*Task directions*
Look through the records below for the line with "inset:0; background:#ccc8c2; transform-origin:0" and the line with "position:absolute; left:18px; top:621px;", then return those lines and all lines between, exactly.

*** Data extract ***

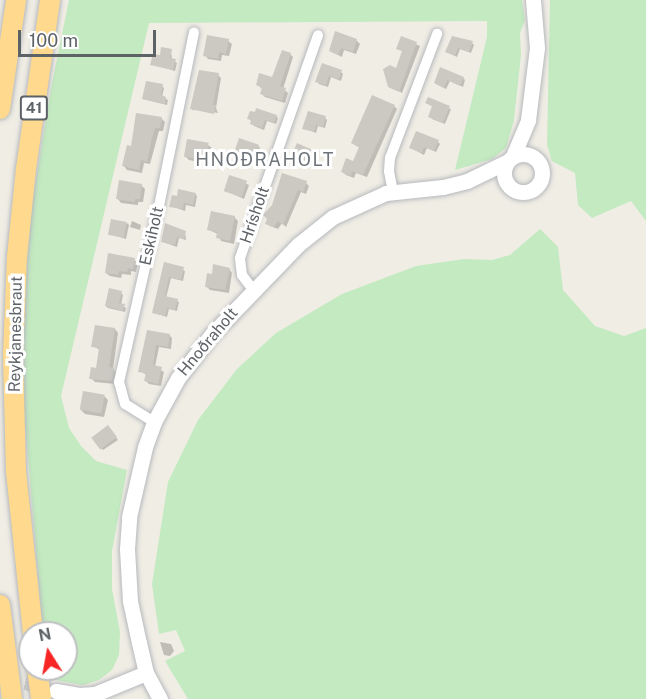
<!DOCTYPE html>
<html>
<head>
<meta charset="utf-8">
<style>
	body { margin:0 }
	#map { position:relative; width:646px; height:699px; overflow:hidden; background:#f0ede5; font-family:"Public Sans",sans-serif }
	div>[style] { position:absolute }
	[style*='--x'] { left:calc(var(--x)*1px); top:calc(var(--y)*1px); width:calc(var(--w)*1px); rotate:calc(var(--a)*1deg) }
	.green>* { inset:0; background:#c3eac0 }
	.shadow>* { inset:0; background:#0003 }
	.building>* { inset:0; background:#ccc8c2; transform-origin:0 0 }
	.secondary-tunnel>* { height:15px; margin-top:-7.5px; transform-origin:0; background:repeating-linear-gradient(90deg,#cbcac6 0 15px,transparent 0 23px) }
	.roads { filter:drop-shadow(0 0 2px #b6b9bd) drop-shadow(0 0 2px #b6b9bd) }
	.street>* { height:10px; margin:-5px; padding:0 5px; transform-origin:5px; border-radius:5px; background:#fff }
	.secondary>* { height:15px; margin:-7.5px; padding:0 7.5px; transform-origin:7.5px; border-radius:7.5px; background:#fff }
	.secondary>.ring { margin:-7.5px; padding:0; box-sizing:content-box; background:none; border:15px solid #fff; border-radius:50% }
	.highway>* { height:20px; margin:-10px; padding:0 10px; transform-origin:10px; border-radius:10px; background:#ffda8e }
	span { translate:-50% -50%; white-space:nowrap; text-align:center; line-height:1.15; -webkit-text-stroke:6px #fff; paint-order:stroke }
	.shield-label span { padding:2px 4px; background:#fff; border:2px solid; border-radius:4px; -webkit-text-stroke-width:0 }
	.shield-label { font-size:15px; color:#5d6267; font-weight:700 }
	.street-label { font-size:16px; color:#5d6267 }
	.neighbourhood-label { font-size:18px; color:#6e7479; letter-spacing:1.5px }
	.north { position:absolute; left:18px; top:621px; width:60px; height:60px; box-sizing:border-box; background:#fff; border:2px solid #bec0c2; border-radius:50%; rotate:349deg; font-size:16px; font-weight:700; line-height:24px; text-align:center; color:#5d6267 }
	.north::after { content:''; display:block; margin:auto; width:21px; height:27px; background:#f72625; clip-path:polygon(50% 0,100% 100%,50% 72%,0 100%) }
	.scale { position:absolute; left:18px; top:30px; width:138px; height:27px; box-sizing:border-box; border:3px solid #5d6267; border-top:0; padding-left:8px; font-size:18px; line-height:21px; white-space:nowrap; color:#5d6267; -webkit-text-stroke:4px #fff; paint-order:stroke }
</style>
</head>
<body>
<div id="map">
	<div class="green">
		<i style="clip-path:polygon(69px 0,522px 0,525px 20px,520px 33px,521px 55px,514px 120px,506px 148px,492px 159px,455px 170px,487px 37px,487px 21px,149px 23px,61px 396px,69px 428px,81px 446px,96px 461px,127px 470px,112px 551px,112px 589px,120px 632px,119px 655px,112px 670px,99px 680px,83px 685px,49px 679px,48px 669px,66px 669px,66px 633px,43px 633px,22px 388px,24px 299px,32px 205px,51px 88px)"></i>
		<i style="clip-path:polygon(550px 0,646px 0,646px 221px,631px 201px,592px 218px,578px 205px,575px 173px,552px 161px,547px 145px)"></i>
		<i style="clip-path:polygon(540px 229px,558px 247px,563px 290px,595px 326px,624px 336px,646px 328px,646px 699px,188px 699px,165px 661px,185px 651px,176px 630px,159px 634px,152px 584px,168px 482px,198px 420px,237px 369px,276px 333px,342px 294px,416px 266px,464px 259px,492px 260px,510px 255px)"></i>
	</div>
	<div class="shadow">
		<i style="clip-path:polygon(402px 38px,420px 46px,402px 93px,390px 86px,403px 52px,398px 48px)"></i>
		<i style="clip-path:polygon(356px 40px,360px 44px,356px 54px,344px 50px,342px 57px,330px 51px)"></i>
		<i style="clip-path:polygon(228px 41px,232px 44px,229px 56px,222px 55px,221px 61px,208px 59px,205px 55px)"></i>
		<i style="clip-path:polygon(472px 43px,474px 45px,471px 53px,460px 49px,457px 57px,447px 52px)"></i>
		<i style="clip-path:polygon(171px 51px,172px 60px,177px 63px,175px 71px,152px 64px)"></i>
		<i style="clip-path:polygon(290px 54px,293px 57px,283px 89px,288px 93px,285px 103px,265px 97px,262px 94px,263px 89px,257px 85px,273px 79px)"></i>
		<i style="clip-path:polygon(323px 65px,341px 72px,343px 74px,341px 81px,331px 77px,328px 87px,319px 84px,317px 81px)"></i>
		<i style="clip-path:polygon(441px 69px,463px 78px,465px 80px,463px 87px,450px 81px,446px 89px,438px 85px,435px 83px)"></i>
		<i style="clip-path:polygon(218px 75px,221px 78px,216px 108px,218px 113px,194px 108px,194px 111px,192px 109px)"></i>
		<i style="clip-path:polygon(162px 86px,164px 88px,162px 97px,168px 100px,167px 105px,143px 99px)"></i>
		<i style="clip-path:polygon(427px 103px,451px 109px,445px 124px,432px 119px,434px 107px)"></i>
		<i style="clip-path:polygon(394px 106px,397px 109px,367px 177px,356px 173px,354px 178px,346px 175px,343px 172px,354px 163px,360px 148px,352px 143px)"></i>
		<i style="clip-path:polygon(276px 116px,278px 118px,276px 124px,267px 121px,264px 130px,254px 126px,249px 118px)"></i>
		<i style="clip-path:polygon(161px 118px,165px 122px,163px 131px,159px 131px,150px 164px,144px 163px,142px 173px,127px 170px,124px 166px,132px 148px)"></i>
		<i style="clip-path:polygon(325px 118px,327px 120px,325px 128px,318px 126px,316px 133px,304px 128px)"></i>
		<i style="clip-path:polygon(438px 142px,440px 144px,436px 152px,427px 148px,424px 155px,411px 148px)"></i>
		<i style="clip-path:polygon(208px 145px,212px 148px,209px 164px,189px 160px,185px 156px)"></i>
		<i style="clip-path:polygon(258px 146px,260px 148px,255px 162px,235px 154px)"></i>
		<i style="clip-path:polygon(316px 153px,318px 155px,314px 163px,294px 154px)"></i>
		<i style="clip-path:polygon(230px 177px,249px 185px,244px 199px,226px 191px)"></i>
		<i style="clip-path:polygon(306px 183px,309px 186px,306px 194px,301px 192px,286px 227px,282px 223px,278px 229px,270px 226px,267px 223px,273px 205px)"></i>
		<i style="clip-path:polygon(141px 185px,145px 189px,143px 202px,138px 202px,138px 205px,121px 203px,118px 199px)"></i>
		<i style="clip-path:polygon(195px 194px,197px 196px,195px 207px,186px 205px,185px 211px,171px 206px)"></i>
		<i style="clip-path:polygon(234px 217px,238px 221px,234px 244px,221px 241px,218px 234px,209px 230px)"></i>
		<i style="clip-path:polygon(132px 221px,141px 225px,140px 230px,130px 227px)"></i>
		<i style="clip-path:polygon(127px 223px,129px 225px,126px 239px,110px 234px)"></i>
		<i style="clip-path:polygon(185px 232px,186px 240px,179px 238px,177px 247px,163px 242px)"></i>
		<i style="clip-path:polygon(134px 260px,138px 263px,136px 272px,131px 271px,131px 275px,122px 274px,121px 278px,110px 276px,106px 273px)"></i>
		<i style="clip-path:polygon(165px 264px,185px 271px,183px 281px,171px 278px,166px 298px,179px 302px,177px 311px,169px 309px,167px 317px,154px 313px)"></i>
		<i style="clip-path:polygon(229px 269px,232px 273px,229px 293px,210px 290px,206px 286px,213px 276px)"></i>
		<i style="clip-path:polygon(121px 293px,123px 295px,121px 305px,126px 308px,125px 312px,108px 308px,106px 306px)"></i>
		<i style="clip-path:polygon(115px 329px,118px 333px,113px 369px,117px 373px,115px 384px,95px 382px,91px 378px,97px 370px,100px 350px,93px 346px)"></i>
		<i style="clip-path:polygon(148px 332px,169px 335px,172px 338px,171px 349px,159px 347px,155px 367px,164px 372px,161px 386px,149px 384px,146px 381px,147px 375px,140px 371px)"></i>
		<i style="clip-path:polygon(104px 396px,108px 400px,104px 417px,85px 414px,81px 410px)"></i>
		<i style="clip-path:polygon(110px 429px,118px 440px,103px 450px,101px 448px)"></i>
		<i style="clip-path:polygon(160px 642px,171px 644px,174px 651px,170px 656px,164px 655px)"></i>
	</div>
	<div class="building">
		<i style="clip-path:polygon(335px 31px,357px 39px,353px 52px,341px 48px,338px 55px,329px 51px)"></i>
		<i style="clip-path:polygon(207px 35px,229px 39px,226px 54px,219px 52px,218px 59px,203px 56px)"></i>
		<i style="clip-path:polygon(401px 36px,417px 42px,399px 92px,388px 87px,383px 69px,390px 65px,396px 68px,402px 51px,396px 49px)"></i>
		<i style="clip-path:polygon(452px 36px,473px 41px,469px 52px,458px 48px,455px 56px,445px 52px)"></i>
		<i style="clip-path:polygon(161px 47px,172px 49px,170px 58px,176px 59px,173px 70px,150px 65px,153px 54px,160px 55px)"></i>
		<i style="clip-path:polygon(282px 50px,291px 53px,280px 86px,286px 88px,282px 101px,260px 94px,262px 87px,256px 85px,259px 73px,272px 77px)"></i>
		<i style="clip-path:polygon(322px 63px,342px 70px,339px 79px,329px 76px,326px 85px,315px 82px)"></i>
		<i style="clip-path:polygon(440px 67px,464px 77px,460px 86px,447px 80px,444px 88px,434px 83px)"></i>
		<i style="clip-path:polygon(199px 70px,219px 73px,213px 105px,216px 105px,214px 114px,190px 109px)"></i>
		<i style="clip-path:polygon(146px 81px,163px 84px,161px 95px,166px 97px,165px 104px,142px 99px)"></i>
		<i style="clip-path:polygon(372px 95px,395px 105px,363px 175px,352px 171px,351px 176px,341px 172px,346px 158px,353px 161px,359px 147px,351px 143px)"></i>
		<i style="clip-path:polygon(428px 97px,450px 106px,443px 123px,428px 117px,432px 106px,425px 103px)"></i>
		<i style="clip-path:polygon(256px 108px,277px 115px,274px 123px,265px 120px,262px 128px,250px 124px,251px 120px,247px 119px,250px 111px,255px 112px)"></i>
		<i style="clip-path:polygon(308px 111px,326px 116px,323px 127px,316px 125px,314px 132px,302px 129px)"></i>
		<i style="clip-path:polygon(136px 113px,162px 117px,160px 128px,155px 128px,152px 138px,147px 162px,141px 160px,139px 170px,122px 166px,127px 145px,131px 146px)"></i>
		<i style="clip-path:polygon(416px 131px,439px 140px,434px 151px,424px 147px,422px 153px,409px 148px)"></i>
		<i style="left:239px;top:138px;width:21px;height:17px;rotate:19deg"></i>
		<i style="left:187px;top:139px;width:22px;height:18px;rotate:10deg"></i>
		<i style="left:297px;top:143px;width:22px;height:13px;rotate:24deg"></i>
		<i style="clip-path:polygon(282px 173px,307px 181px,303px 192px,298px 190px,283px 225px,278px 221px,274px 227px,265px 224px,267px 219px,263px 215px,272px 205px)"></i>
		<i style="left:229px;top:175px;width:19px;height:17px;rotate:18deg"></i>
		<i style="clip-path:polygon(119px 180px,142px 184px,140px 199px,135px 199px,135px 202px,116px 199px)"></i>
		<i style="clip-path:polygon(178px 189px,196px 193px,193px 205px,184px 203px,183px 209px,169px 207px,172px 195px,177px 196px)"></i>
		<i style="clip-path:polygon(211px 211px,235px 216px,230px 241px,216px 238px,217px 232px,207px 230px)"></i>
		<i style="left:111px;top:219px;width:16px;height:16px;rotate:11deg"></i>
		<i style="clip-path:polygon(165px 223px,186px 231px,184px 239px,177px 237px,175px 245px,161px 242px)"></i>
		<i style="clip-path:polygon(108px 253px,135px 258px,133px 269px,128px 268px,127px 272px,119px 271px,118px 275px,105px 273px)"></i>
		<i style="clip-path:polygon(164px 262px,184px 267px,181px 280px,169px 277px,165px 296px,178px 299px,175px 310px,167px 308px,165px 316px,152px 313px)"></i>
		<i style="clip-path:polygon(213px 264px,230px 268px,225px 290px,205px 287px,207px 273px,212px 274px)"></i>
		<i style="clip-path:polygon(109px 288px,122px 291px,119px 303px,125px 304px,123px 311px,105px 306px)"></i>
		<i style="clip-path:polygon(95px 325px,115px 328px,109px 367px,114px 368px,112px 381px,89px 379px,91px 367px,96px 368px,99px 348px,91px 347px)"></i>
		<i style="clip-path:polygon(147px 330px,170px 334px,168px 347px,156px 345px,153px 365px,162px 367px,158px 384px,144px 381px,146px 373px,138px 372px)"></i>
		<i style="left:83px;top:391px;width:22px;height:19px;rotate:10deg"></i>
		<i style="left:108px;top:425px;width:15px;height:21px;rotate:53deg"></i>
	</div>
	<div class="secondary-tunnel">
		<i style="--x:3;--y:676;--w:46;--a:15.3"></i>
	</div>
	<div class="roads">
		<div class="street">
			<i style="--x:393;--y:192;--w:21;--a:-101"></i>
			<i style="--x:389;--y:171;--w:13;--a:-86"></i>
			<i style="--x:390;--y:158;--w:133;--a:-69.2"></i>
			<i style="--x:254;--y:291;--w:20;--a:-127"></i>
			<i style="--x:242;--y:275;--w:17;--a:-97"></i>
			<i style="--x:240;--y:258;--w:236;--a:-70.7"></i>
			<i style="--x:154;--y:422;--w:34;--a:-148"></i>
			<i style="--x:125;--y:404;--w:23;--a:-105"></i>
			<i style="--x:119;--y:382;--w:180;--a:-77.2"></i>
			<i style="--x:159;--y:206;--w:177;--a:-78.6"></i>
		</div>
		<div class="secondary">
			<i class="ring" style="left:504px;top:154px;width:23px;height:23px"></i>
			<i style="--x:513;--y:156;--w:39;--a:-67"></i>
			<i style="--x:528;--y:120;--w:73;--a:-82.9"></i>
			<i style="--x:537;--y:48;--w:48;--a:-94.8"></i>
			<i style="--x:56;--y:691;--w:23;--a:10"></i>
			<i style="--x:79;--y:695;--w:16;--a:-4"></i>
			<i style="--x:95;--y:694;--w:55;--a:-22.4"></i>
			<i style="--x:160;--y:699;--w:30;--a:-118"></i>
			<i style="--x:146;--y:673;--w:31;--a:-103"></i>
			<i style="--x:139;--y:643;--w:43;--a:-102.1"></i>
			<i style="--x:130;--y:601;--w:52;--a:-93.3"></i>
			<i style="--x:127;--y:549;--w:32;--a:-86"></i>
			<i style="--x:129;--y:517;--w:72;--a:-77.1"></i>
			<i style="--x:145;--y:447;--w:27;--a:-70"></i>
			<i style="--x:154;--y:422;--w:50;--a:-61.4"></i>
			<i style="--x:178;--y:378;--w:56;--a:-52.3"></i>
			<i style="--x:212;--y:334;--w:125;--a:-46"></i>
			<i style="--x:299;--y:244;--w:43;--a:-38.5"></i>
			<i style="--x:333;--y:217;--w:58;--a:-24.4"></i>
			<i style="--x:386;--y:193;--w:57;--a:-6"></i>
			<i style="--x:443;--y:187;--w:25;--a:-14"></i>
			<i style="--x:467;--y:181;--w:43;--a:-26"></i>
		</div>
		<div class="highway">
			<i style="--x:0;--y:109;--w:110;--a:-81.6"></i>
			<i style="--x:0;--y:605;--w:95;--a:82.7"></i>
			<i style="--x:33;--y:633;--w:163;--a:-96"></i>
			<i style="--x:16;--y:471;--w:116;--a:-91.5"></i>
			<i style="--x:13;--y:355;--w:98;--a:-87.7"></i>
			<i style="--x:17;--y:257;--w:88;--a:-84.2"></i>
			<i style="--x:26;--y:169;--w:171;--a:-81.9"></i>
			<i style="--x:37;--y:669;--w:30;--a:82"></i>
		</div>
	</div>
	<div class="shield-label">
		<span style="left:34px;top:108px">41</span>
	</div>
	<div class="street-label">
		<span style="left:255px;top:215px;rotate:-71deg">Hrísholt</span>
		<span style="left:152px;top:236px;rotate:-77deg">Eskiholt</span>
		<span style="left:16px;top:334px;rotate:-89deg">Reykjanesbraut</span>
		<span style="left:208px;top:342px;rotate:-50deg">Hnoðraholt</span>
	</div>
	<div class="neighbourhood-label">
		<span style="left:265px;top:160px">HNOÐRAHOLT</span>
	</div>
	<div class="north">N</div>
	<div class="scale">100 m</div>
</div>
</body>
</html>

*** End of Data extract ***

*Answer space*
	.building>* { inset:0; background:#ccc8c2; transform-origin:0 0 }
	.secondary-tunnel>* { height:15px; margin-top:-7.5px; transform-origin:0; background:repeating-linear-gradient(90deg,#cbcac6 0 15px,transparent 0 23px) }
	.roads { filter:drop-shadow(0 0 2px #b6b9bd) drop-shadow(0 0 2px #b6b9bd) }
	.street>* { height:10px; margin:-5px; padding:0 5px; transform-origin:5px; border-radius:5px; background:#fff }
	.secondary>* { height:15px; margin:-7.5px; padding:0 7.5px; transform-origin:7.5px; border-radius:7.5px; background:#fff }
	.secondary>.ring { margin:-7.5px; padding:0; box-sizing:content-box; background:none; border:15px solid #fff; border-radius:50% }
	.highway>* { height:20px; margin:-10px; padding:0 10px; transform-origin:10px; border-radius:10px; background:#ffda8e }
	span { translate:-50% -50%; white-space:nowrap; text-align:center; line-height:1.15; -webkit-text-stroke:6px #fff; paint-order:stroke }
	.shield-label span { padding:2px 4px; background:#fff; border:2px solid; border-radius:4px; -webkit-text-stroke-width:0 }
	.shield-label { font-size:15px; color:#5d6267; font-weight:700 }
	.street-label { font-size:16px; color:#5d6267 }
	.neighbourhood-label { font-size:18px; color:#6e7479; letter-spacing:1.5px }
	.north { position:absolute; left:18px; top:621px; width:60px; height:60px; box-sizing:border-box; background:#fff; border:2px solid #bec0c2; border-radius:50%; rotate:349deg; font-size:16px; font-weight:700; line-height:24px; text-align:center; color:#5d6267 }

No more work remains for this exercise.